Akp-mhp hükumeti dış bağlantılarını,iç desteğini kaybetmiş ve yıpranmıştır. Egemen  rejim daha uzun süre bu hükumeti taşıyamaz.Turkiye’de bir hükümet yıprandığında rejim eski partileri veya yeni oluşturdukları partileri hükumete  getirir ama aynı rejim devam eder. Türkiye’de egemenlerin hesabı budur, istemi budur. Amaç rejime zarar vermeden durumu kotarmaktır.Öyle ise demokrasi güçlerine düşen görev nedir? Rejimden umudunu kesmiş,açlık ve yoksullukla boğuşan halk kitlelerinin umudunu rejimin diğer partilerine bel bağlamalarını önleyecek bir örgütlenmenin içinde bulunmak ve sadece akp-mhp hukümetini değil onunla birlikte tüm rejimi teşhir etmektir. Bu ancak demokrasi güçlerinin yaratacağı üçüncü yolu hedefleyen üçüncü demokratik bir ittifakla mümkündür.Üçüncü ittifak kiminle diye soruluyor. Üçüncü ittifakin motoru HDP olur. HDP’nin bana göre yeterli davranılırsa yüzde’20 ye yakın oyu var.

HDP nin daha ulaşmadığı,ulaşmasi gereken milyonlarca Kürt var. Düzenden umudunu kesmiş milyonlarca Alevi var, Alevi orgütleri var. Onlarla görüşmeler yapılarak bu ittifaka gelmeleri sağlanabilir.Sendikaların tabanında sistem partilerine uzak emekçiler var. HDK’nin içinde ve cevresinde sol orgütler var. Ermeniler, Asuriler, Ezidiler, Rumlar, Lazlar, Çerkesler var.

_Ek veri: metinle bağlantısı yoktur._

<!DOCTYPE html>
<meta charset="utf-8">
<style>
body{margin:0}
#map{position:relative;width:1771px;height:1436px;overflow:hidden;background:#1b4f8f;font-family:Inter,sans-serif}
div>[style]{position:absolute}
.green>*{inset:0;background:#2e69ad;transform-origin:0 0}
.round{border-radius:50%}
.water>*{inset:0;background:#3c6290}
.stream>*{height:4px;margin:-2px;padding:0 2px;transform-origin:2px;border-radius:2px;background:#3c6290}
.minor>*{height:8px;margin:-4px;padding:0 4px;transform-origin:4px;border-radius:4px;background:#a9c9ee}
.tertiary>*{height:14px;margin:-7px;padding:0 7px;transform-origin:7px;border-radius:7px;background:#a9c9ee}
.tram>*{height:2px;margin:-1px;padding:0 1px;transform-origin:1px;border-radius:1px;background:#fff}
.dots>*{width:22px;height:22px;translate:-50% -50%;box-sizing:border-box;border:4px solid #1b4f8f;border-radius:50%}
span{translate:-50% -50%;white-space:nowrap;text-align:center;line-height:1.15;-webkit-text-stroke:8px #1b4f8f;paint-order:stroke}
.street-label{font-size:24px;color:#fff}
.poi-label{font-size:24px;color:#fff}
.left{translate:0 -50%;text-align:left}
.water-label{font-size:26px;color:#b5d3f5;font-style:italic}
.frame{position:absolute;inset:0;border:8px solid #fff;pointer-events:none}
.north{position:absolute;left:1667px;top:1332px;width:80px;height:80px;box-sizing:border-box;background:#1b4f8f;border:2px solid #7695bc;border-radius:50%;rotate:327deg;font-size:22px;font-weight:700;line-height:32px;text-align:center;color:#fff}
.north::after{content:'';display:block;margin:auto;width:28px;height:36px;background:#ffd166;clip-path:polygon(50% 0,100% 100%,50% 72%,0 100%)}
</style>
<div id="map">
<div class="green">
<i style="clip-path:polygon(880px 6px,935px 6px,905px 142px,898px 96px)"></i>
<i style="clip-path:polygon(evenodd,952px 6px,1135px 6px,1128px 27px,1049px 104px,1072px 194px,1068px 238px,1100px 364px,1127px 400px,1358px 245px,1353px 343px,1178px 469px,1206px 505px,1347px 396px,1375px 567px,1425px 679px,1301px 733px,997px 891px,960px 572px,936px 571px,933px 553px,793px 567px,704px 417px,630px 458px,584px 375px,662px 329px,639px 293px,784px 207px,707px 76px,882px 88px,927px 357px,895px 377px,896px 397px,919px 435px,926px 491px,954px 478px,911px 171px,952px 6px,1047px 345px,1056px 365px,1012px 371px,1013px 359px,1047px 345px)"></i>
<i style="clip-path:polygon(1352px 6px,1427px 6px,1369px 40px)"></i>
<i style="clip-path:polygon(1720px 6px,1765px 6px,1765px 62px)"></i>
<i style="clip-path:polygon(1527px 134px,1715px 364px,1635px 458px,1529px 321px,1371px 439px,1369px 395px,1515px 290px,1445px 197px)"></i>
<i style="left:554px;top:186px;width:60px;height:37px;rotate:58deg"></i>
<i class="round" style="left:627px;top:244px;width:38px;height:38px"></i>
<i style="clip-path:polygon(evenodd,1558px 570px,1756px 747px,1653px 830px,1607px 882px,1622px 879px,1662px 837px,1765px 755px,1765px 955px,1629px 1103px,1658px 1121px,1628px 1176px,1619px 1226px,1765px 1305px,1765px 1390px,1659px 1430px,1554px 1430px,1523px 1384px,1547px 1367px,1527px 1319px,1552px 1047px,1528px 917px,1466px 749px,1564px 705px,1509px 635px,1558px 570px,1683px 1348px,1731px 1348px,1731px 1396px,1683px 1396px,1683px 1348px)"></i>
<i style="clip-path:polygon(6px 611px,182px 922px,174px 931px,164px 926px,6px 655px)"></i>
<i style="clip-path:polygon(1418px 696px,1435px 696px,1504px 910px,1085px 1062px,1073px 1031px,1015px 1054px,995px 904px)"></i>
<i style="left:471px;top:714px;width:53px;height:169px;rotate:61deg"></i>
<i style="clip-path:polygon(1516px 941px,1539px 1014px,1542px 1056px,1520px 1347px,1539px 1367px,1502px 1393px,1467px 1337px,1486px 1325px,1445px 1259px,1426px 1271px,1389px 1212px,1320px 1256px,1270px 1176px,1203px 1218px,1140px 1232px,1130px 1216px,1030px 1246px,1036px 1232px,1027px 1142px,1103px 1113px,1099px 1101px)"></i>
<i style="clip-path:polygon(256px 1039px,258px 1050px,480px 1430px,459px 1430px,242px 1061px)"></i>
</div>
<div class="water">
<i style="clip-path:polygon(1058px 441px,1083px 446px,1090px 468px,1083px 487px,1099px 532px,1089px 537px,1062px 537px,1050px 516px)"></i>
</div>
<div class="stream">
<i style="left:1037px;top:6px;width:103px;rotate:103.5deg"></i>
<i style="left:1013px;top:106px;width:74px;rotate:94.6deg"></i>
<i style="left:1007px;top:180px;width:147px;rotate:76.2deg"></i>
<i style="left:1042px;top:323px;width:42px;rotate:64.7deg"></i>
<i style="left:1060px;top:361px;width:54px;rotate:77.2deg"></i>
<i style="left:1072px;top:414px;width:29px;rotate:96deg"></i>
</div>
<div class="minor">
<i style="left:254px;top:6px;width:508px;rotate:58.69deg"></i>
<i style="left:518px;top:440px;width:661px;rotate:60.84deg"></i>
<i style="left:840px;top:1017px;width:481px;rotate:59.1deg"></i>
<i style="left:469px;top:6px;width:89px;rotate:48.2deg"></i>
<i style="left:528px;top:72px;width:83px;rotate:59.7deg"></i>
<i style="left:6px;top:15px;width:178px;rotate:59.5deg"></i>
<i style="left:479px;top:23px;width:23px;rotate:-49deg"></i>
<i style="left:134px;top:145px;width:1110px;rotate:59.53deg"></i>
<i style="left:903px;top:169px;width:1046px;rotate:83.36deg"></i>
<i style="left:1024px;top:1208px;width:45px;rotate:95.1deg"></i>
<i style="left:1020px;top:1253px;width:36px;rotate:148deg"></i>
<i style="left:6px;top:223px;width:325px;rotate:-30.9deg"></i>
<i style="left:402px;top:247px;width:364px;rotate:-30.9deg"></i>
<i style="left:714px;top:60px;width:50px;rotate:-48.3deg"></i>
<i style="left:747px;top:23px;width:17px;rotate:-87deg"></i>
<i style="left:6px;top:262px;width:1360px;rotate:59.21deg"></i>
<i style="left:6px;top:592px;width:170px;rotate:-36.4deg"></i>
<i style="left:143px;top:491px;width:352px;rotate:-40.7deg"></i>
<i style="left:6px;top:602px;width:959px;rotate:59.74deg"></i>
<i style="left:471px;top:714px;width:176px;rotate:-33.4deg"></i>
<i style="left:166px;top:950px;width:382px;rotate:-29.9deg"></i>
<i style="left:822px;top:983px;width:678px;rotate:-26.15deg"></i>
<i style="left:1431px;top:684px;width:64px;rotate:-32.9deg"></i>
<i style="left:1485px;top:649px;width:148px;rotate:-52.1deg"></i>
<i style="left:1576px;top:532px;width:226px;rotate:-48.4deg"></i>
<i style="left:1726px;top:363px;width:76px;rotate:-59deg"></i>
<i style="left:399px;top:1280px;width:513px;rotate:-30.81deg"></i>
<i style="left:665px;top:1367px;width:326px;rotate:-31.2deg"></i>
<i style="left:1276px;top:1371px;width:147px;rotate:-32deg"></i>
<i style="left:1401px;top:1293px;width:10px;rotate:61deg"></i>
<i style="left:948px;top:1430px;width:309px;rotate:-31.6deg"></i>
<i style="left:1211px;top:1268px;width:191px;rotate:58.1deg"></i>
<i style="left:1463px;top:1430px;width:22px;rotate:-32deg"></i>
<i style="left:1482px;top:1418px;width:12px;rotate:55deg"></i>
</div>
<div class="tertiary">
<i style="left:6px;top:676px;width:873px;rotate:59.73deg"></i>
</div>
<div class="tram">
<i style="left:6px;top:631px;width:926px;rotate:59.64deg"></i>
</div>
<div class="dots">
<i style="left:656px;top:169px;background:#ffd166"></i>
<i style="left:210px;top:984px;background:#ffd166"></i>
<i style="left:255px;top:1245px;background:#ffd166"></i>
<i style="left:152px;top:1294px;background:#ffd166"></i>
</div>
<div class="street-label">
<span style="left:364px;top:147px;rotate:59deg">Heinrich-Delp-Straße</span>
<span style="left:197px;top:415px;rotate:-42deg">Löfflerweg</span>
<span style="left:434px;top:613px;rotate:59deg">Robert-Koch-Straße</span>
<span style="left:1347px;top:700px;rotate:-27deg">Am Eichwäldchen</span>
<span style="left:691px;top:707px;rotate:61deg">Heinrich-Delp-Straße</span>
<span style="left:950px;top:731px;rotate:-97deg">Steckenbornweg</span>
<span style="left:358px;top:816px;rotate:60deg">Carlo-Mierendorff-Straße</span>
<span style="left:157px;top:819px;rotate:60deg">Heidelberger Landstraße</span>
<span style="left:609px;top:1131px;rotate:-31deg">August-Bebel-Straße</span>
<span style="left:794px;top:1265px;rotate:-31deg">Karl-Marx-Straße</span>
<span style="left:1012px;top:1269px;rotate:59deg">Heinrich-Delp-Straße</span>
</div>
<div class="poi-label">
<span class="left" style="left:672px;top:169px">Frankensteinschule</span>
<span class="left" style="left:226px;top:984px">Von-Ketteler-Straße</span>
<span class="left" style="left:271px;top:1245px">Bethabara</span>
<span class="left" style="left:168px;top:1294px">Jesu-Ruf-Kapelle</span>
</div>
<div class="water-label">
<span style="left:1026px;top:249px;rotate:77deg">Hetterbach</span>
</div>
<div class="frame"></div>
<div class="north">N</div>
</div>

Bir de Akın Birdal ve Kadir İnanır gibi binlerce aydın ve insan haklari savunucuları var. Toplamda 20 milyona yakın insan var. CHP tabanında sola açık milyonlar var. Doğru bir politikayla bu milyonlar harekete geçirilebilir.Parça parça etkinlikler yapılıyor CHP-İP provokasyon olur bahanesiyle demokratik tepkiler engelleniyor. Bu demokratik eylemlilikler bir koordineye kavuşturulabilir.Bu ülkeye demokrasi gelecekse alttan bir halk dalgası gelişerek gelecektir.Son söz; devrimci-demokratik mücadele verenler yüz yılı aşan statükocu-ulusalcı,tekçi Kemalistlerle, gerici,siyasal islamcı kesimler arasındaki kavgada taraftar olmazlar, olmamaılıdırlar. Her iki kesimden bağımsız olarak demokrasi için mücadele vererek yoluna devam ederler.Seçimler için de demokrasi için de mücadelenin gercek yolu üçüncü yol ve üçüncü ittifaktır diye duşünüyorum.